I didn’t post since July, more through lack of technical acumen to access my blog account than anything else, in which case my various ramblings have surfaced of FB. Much as I would like to include photos in this latest blog, the upload speed is just too slow for my level of patience so I leave it to the imagination!

Having completed the 2000 mile passage from Piriapolis to Chile I find time to stop and regroup and take stock.

Here’s my entry from this morning’s journal.

A cooler morning with a wind from the east, I light the stove, it’s early but then I did go to sleep last night at 2030. I put wood on the fire, foraged from the basin bank which is boggy and scrubby, a bed of mussels by the waterline, I feel bad to walk on them, they are without defence.

Drinking coffee from my plastic mug, I take time to reflect. There are things to be done on Aisling. I need to repair one of the mainsail sliders, it ripped out when it became caught between the mast halyard jammers and a coil of topping lift, it’s a small job but I’ll have to wait for fair weather as it involves taking half of the sail out of the slider. When it happened originally I managed to make a temporary repair, standing on the slewing deck with needle and thread as we beat our way west up the Beagle Channel, allaying my fears of the sail splitting right open under pressure. Both of the sheet winches need attention, one of them sounds particularly sick. The job involves crawling into the cockpit lockers to undo the bolts to remove the winch so I’m not chomping at the bit on that one, it will come in the days to follow.
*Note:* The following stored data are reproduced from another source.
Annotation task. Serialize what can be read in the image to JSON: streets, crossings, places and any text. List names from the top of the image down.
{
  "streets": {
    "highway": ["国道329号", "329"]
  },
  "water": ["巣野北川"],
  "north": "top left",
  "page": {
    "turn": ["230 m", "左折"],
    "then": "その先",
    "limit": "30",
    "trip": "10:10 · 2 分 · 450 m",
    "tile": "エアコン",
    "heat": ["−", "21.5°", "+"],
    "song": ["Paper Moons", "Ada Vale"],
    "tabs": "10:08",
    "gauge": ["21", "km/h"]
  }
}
Puerto Williams is what from the sea appears to be a small settlement of single story prefabs nestling into the green foliage of the foot hills of the snowy mountains behind. It is a Chilean naval base with a full compliment of naval personnel and paraphernalia, including a couple of gun boats sitting alongside.

It is a curious picture of old and new, as I walk the streets I am struck by the sense of the practical in the absence of the aesthetic. The small bungalow type dwellings vary in age and condition. They each have a plot with enough space to park a car or two with plenty of room for more. It’s messy, wood and steel are strewn in rough piles, dead cars and falling down sheds, piles of rope and chain, some old sections of steel flue pipe, perhaps a dog on a chain, its tawny shades standing out form the more subdued colours of human detritus. A constant at every house is a pile of chopped logs and a couple of large gas cylinders. This is a settlement where heat is king, sheltering from the winds that tear through from the south, every house has a stainless steel chimney emerging from its shallow pitched roof.
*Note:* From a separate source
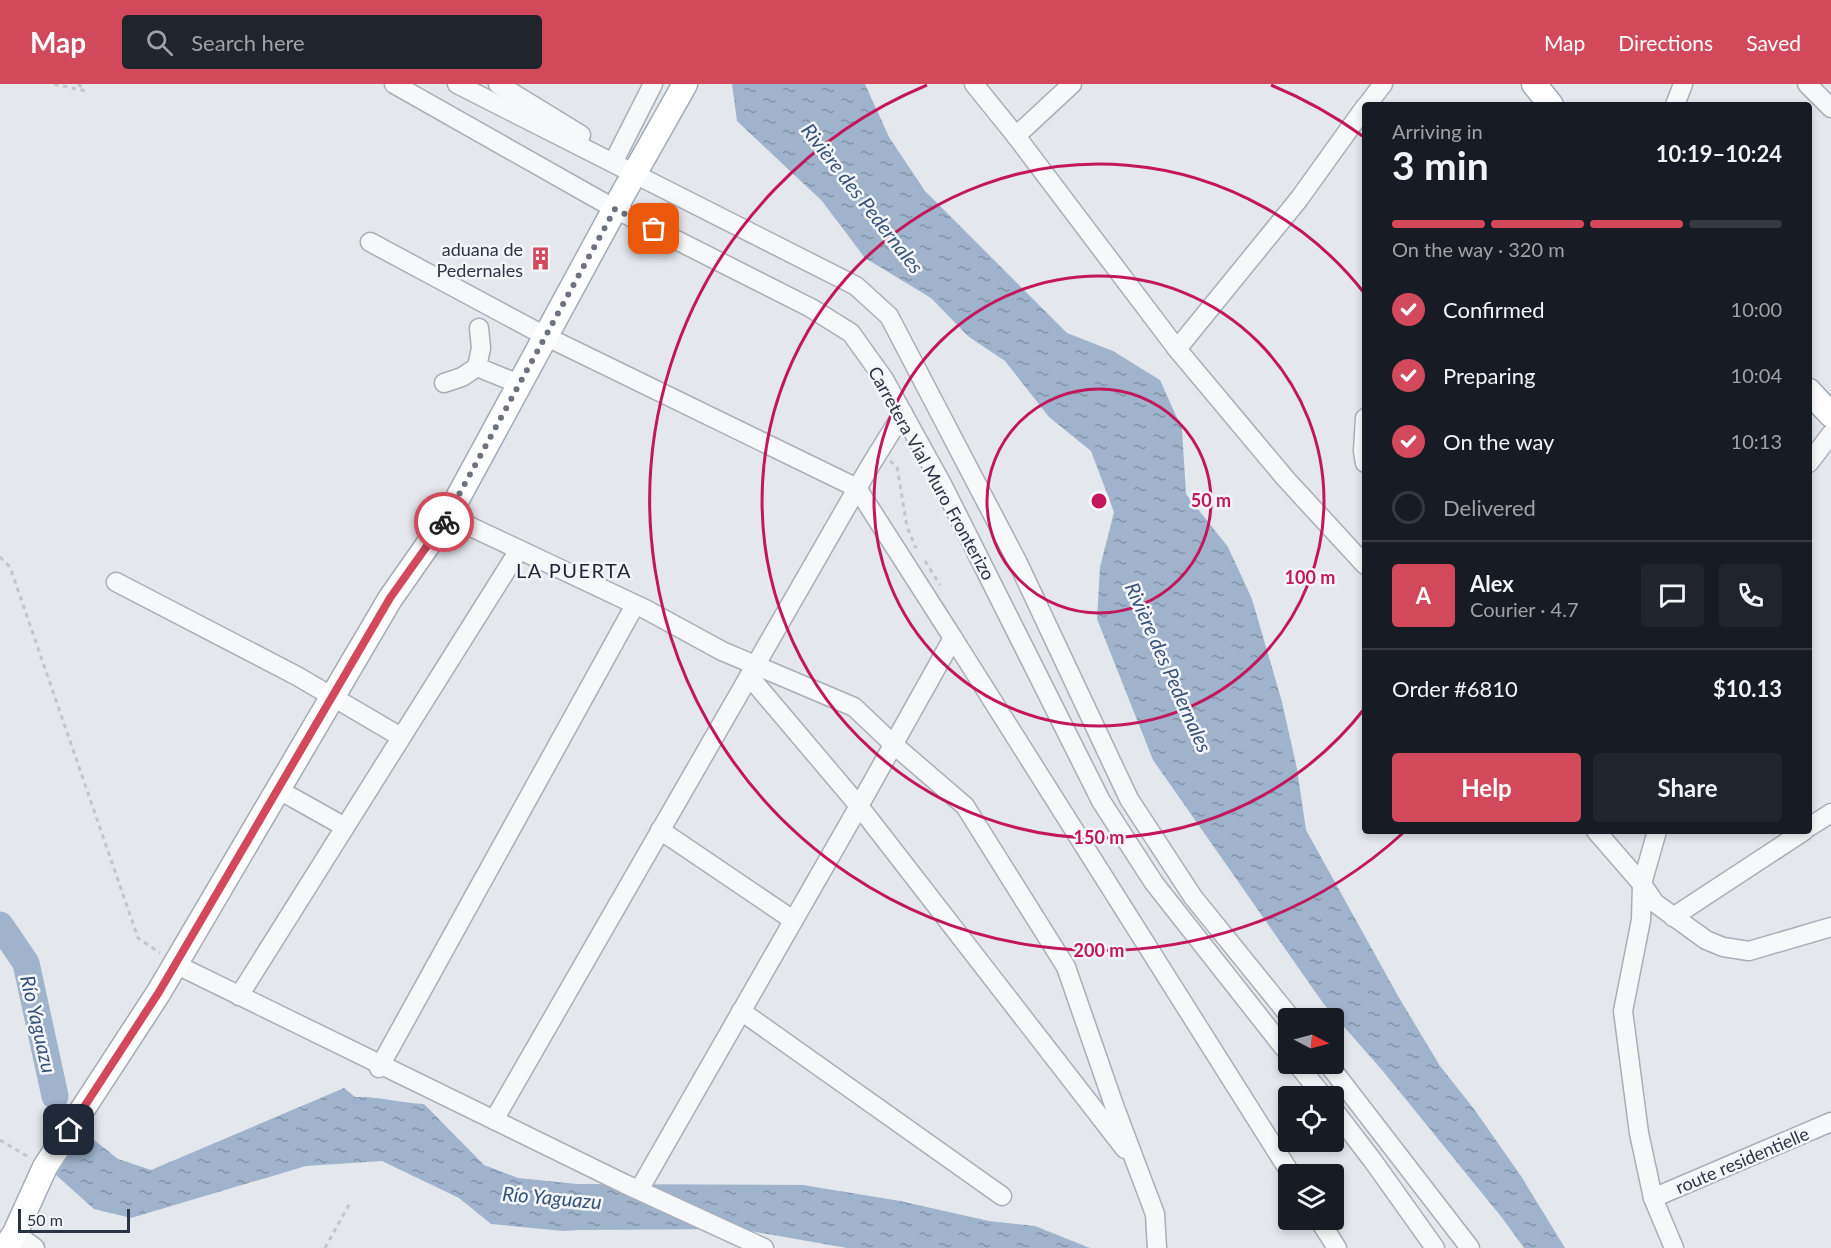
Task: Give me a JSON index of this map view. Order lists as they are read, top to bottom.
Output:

And in amongst the vaguely orderly sprawl, new buildings are going up, modern day prefabs of steel and plywood characterised by two stories and angles and curves, a busy hive of orange clad workers with hard hats and cigarettes, cutting, chopping, carrying, climbing, the blare of a stereo, the march of development pursues it’s path dragging everyone along as it goes.

I walk through a square, “Abuelo Felipe” and having learned that it was a public holiday I understand why there is such a vacant and quiet air. Closed tourist shops selling T shirts and mugs, a small provisions store, a cafe, a hardware shop. All carry the sense of subdued slumber, like eyelids almost closed, consciousness barely ticking over. And in the square there is a billboard that depicts a scene of a Yanama woman and her family in a traditional dugout canoe. Her hair is frizzy and her eyes are wilder still. As if planted from another plant, I cannot help but look up at this sign and reflect upon the dark unpalatable irony, that where before, a native people lived naturally and in harmony with the earth, the Europeans arrived with their unique potion of genocide in exchange for hard cash and resources, literally wiping out the native tribes, a world wide phenomenon. and all that is left as some kind of sick joke, is this token, surrounded by concrete and plate glass with a lurid bright pink fascia and tacky plastic mementos of a civilisation lost…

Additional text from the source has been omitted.